Performing Arts students from Solihull College & University Centre have been undertaking their most challenging roles yet in their final performance of the year.
Students have been tackling the text ‘253’ – set on a train containing 253 passengers. All the characters have their own page, giving a brief insight into their secret histories, thoughts, and problems. Students picked their character, with age/gender irrelevant.
The College’s Photography students were also involved in the project, teaming up to take portrait photos of the performers in character. These portraits were then projected during the show.
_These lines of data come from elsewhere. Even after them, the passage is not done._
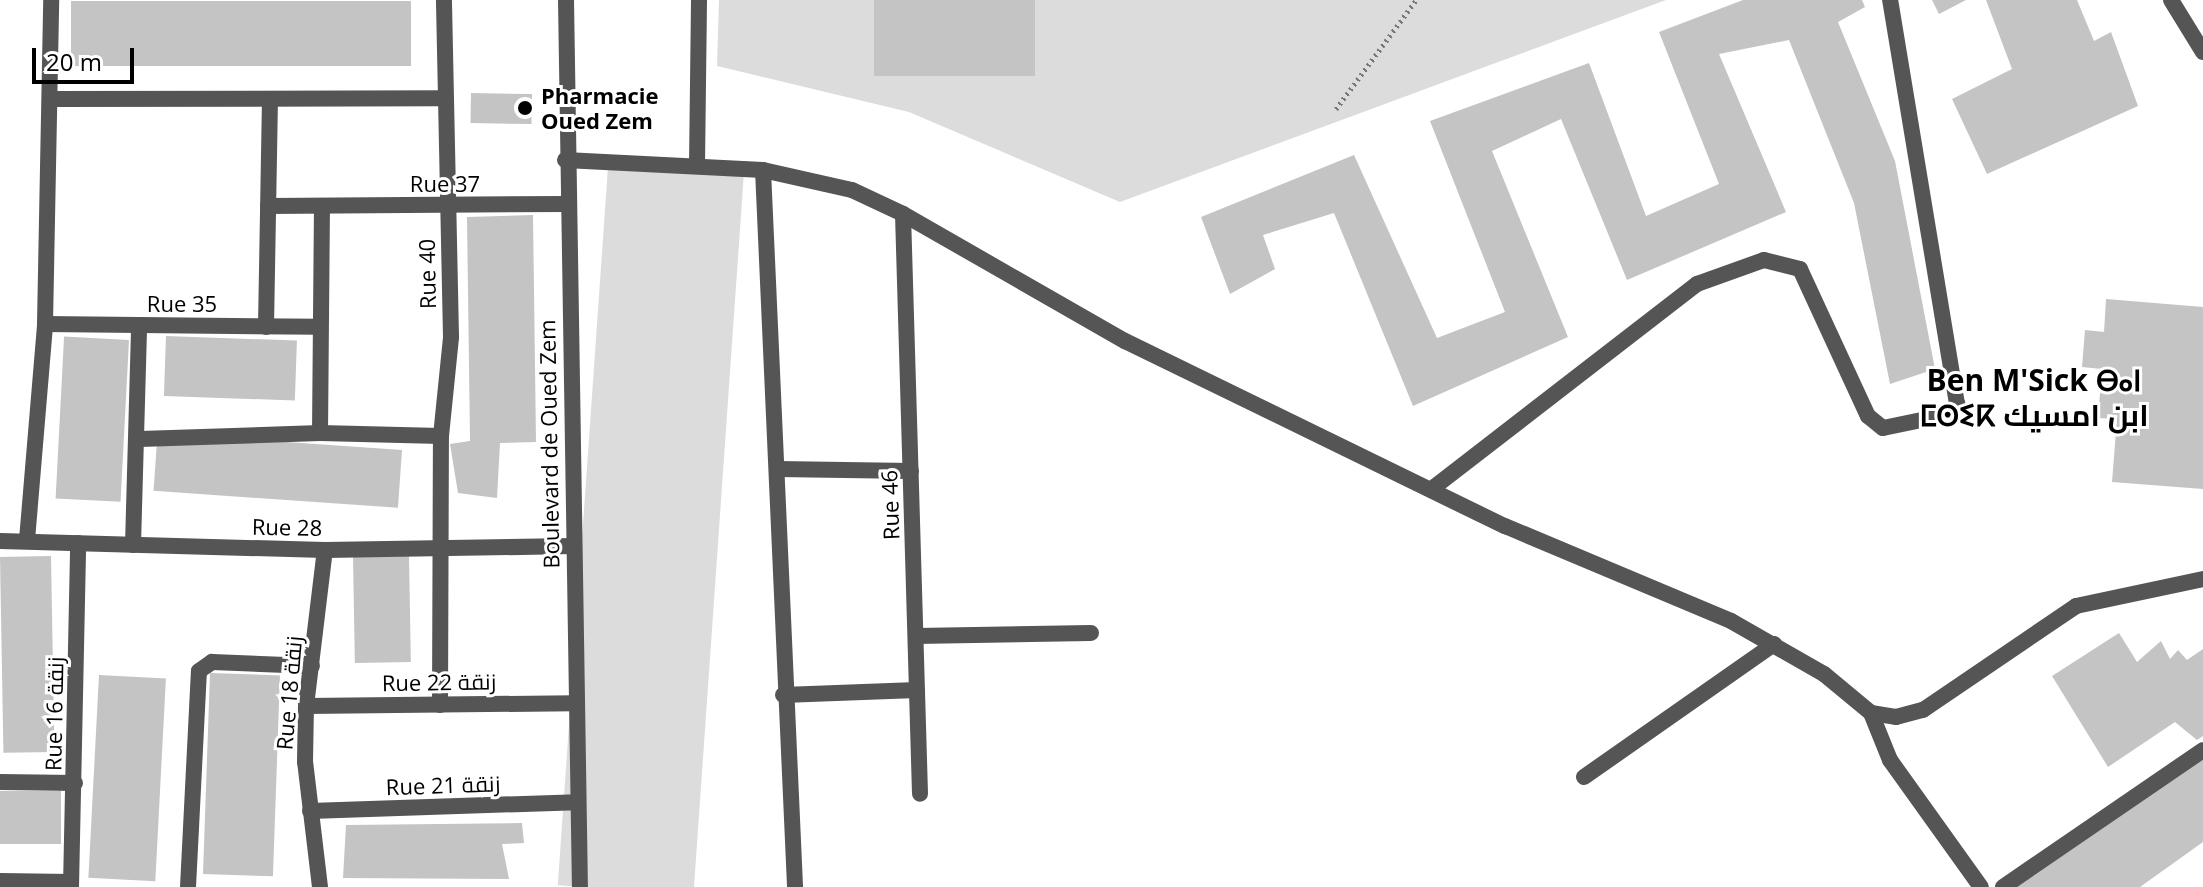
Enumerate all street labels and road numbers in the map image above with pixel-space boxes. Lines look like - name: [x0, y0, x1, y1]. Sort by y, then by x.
- street label: Rue 37: [410, 171, 480, 197]
- street label: Rue 40: [413, 239, 441, 309]
- street label: Rue 35: [147, 291, 217, 317]
- street label: Boulevard de Oued Zem: [534, 319, 564, 569]
- street label: Rue 46: [876, 469, 904, 541]
- street label: Rue 28: [252, 513, 322, 541]
- street label: Rue 18 زنقة: [271, 635, 307, 751]
- street label: Rue 16 زنقة: [40, 657, 68, 771]
- street label: Rue 22 زنقة: [382, 668, 496, 696]
- street label: Rue 21 زنقة: [385, 770, 501, 800]

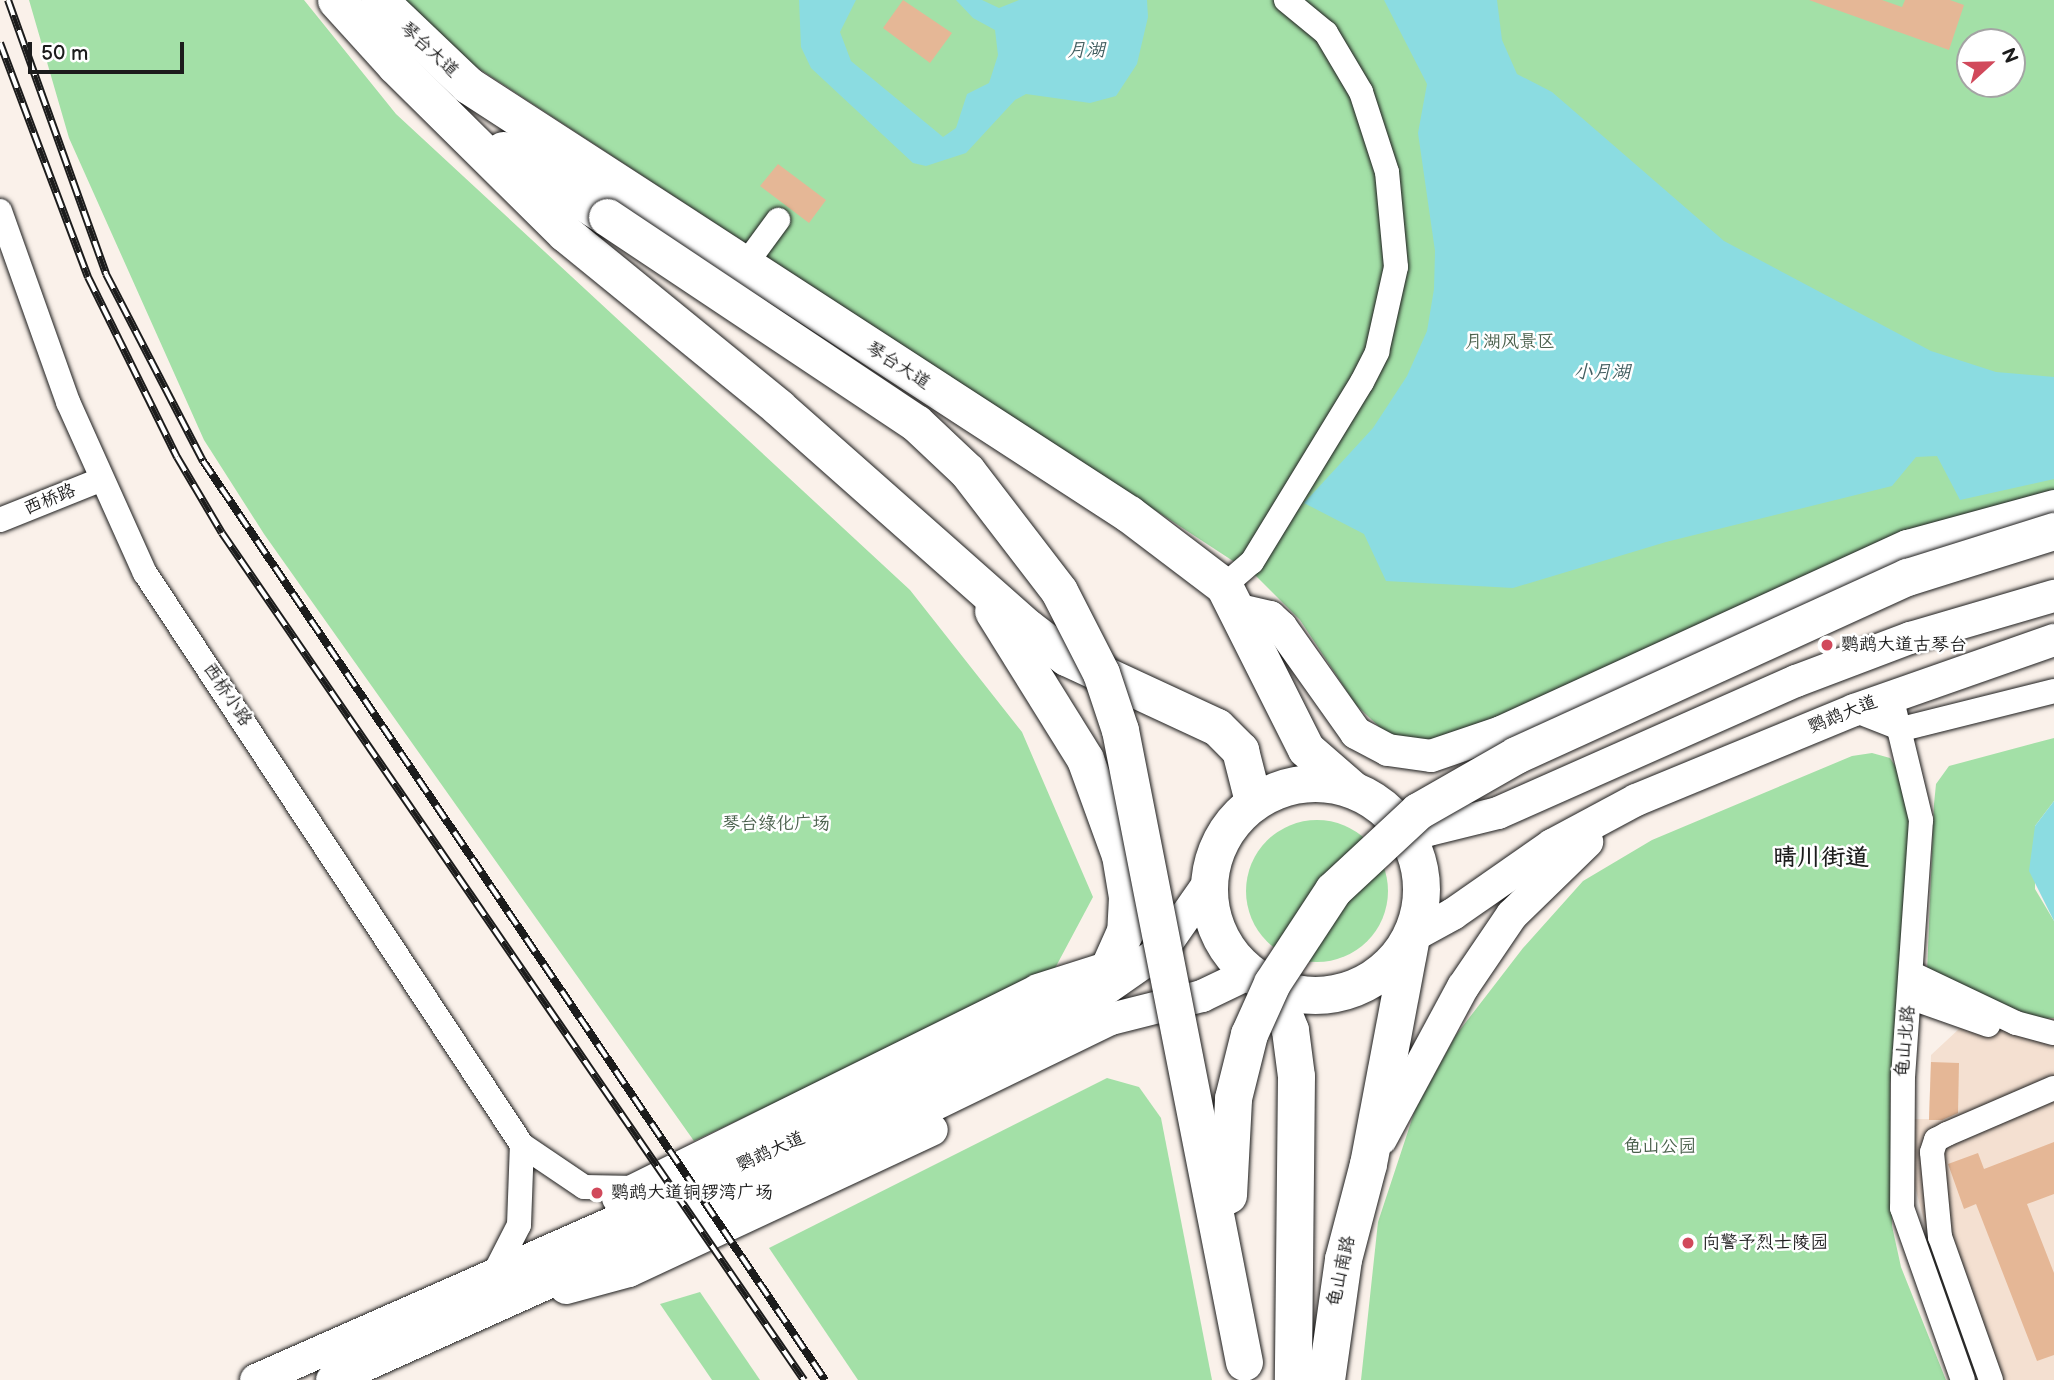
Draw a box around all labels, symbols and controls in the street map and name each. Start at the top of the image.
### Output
street label: 琴台大道 [395,18,463,82]
scale bar [32,28,187,72]
north arrow [1956,28,2026,98]
water label: 月湖 [1067,40,1105,62]
text: 50 m [41,41,88,66]
text: N [1996,45,2022,67]
park label: 月湖风景区 [1465,331,1555,353]
street label: 琴台大道 [862,337,934,395]
water label: 小月湖 [1574,362,1630,384]
street label: 西桥路 [21,480,79,520]
place label: 鹦鹉大道古琴台 [1841,634,1967,656]
marker: 鹦鹉大道古琴台 [1819,637,1835,653]
street label: 西桥小路 [198,659,256,731]
street label: 鹦鹉大道 [1806,692,1880,738]
park label: 琴台绿化广场 [722,813,830,835]
district label: 晴川街道 [1773,844,1869,872]
street label: 龟山北路 [1892,1004,1920,1078]
street label: 鹦鹉大道 [734,1127,808,1177]
park label: 龟山公园 [1624,1136,1696,1158]
place label: 鹦鹉大道铜锣湾广场 [611,1182,773,1204]
marker: 鹦鹉大道铜锣湾广场 [589,1185,605,1201]
place label: 向警予烈士陵园 [1702,1232,1828,1254]
street label: 龟山南路 [1324,1234,1360,1308]
marker: 向警予烈士陵园 [1680,1235,1696,1251]

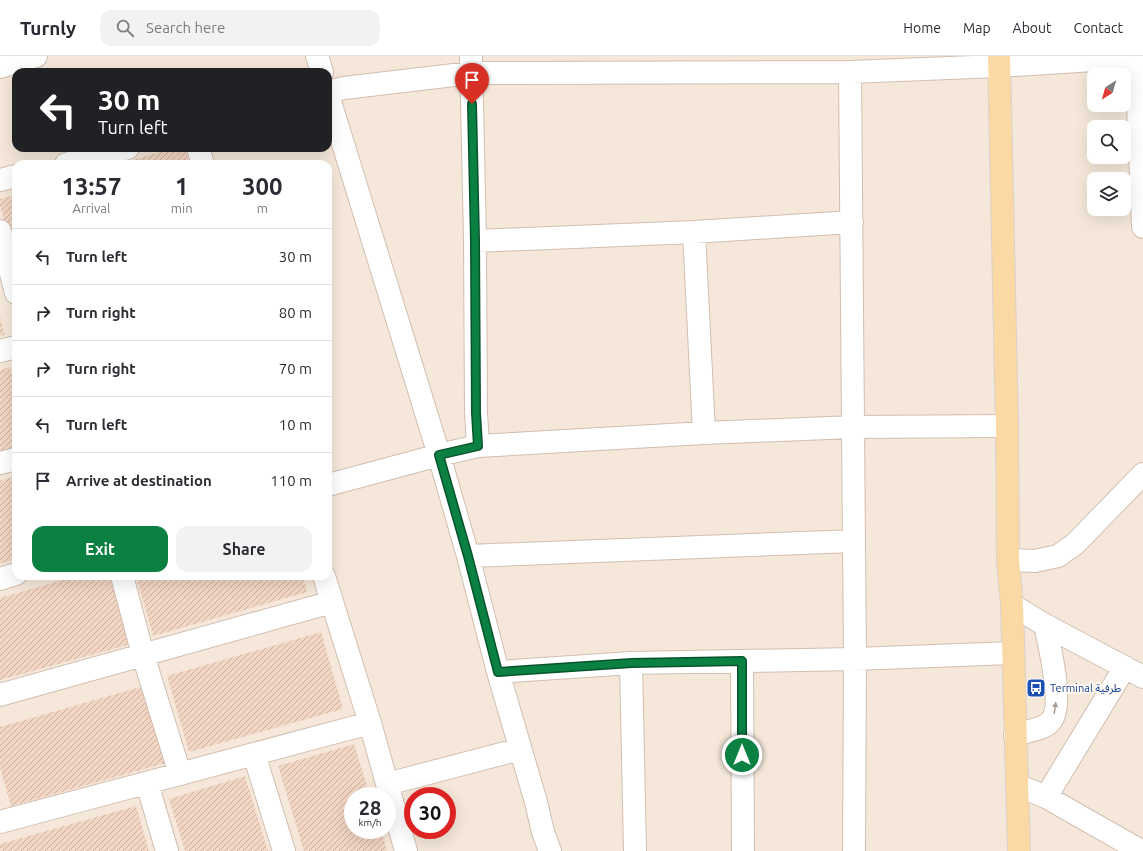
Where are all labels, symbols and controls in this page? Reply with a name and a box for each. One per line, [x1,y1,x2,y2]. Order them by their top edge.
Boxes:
search box [100,10,380,46]
text: Turnly [20,17,76,39]
icon: search [114,17,136,39]
text: Search here [146,19,225,36]
text: Home [903,20,941,36]
text: Map [963,20,991,36]
text: About [1013,20,1052,36]
text: Contact [1074,20,1123,36]
pin [455,63,489,104]
north arrow [1087,68,1131,112]
map controls [1087,68,1131,216]
icon: arrive [461,69,483,91]
icon: left [32,84,84,136]
text: 30 m [98,84,160,115]
text: Turn left [98,117,168,137]
button: search [1087,120,1131,164]
button: layers [1087,172,1131,216]
text: 13:57 [61,173,121,200]
text: 1 [175,173,188,200]
text: 300 [242,173,283,200]
text: Arrival [72,201,110,215]
text: min [171,201,193,215]
text: m [257,201,268,215]
icon: left [32,246,54,268]
text: Turn left [66,248,127,265]
text: 30 m [279,248,312,265]
icon: right [32,302,54,324]
text: Turn right [66,304,136,321]
text: 80 m [279,304,312,321]
icon: right [32,358,54,380]
text: Turn right [66,360,136,377]
text: 70 m [279,360,312,377]
icon: left [32,414,54,436]
text: Turn left [66,416,127,433]
text: 10 m [279,416,312,433]
icon: arrive [32,470,54,492]
text: Arrive at destination [66,472,212,489]
text: 110 m [270,472,312,489]
button: Exit [32,526,168,572]
button: Share [176,526,312,572]
bus stop icon: Terminal طرفية [1025,677,1047,699]
place label: Terminal طرفية [1050,682,1121,695]
one-way arrow [1052,702,1058,714]
position arrow [721,734,763,776]
speed limit sign: 30 [404,787,456,839]
text: 28 [359,796,381,819]
text: km/h [358,817,382,828]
Student Angel Garvey-Hendrickson described the process of working with the Photography students as daunting at first but soon saw the benefit it brought to her and her colleagues’ performances. She commented: “We enjoyed seeing how they work. The portraits gave us a different perspective. We were able to analyse our character in more depth.”
Tutor Kelly talked the audience through the premise of the show before the students took to the stage in the College’s theatre at Blossomfield Campus.
Students all also had the opportunity to take on a directorial role during the process as well as working on sound design, prop design, choreography, costume, hair and makeup.
Fellow performer Aspen Hunt enjoyed the process from perception through to performance. She commented: “The book gave us a brief overview, but we were able to develop the character further from that. The biggest challenge of the show was the ‘blocking’ – making sure all the characters stood out whilst also unifying the performance. There was no main character.”
Studying through covid has been a challenge for the students, with some performances having to take place online. Chad Clarke commented: It’s been tough learning online at points over the last 2 years due to lockdowns. It’s great to be making up for lost time with this type of performance with a live audience in the theatre.”
Following the show, the students took part in a Q+A session to discuss the show, their characters and the process of putting it together.
Tutor Kelly Casey was proud of the students’ cross discipline collaboration. She commented: “It challenged them to constantly consider things from other people’s perspectives. Collaborative processes should be encouraged. We have high expectations of our students, but it pays off. Ultimately, we are making sure they finish their course ready for industry or progression to stage school or university.”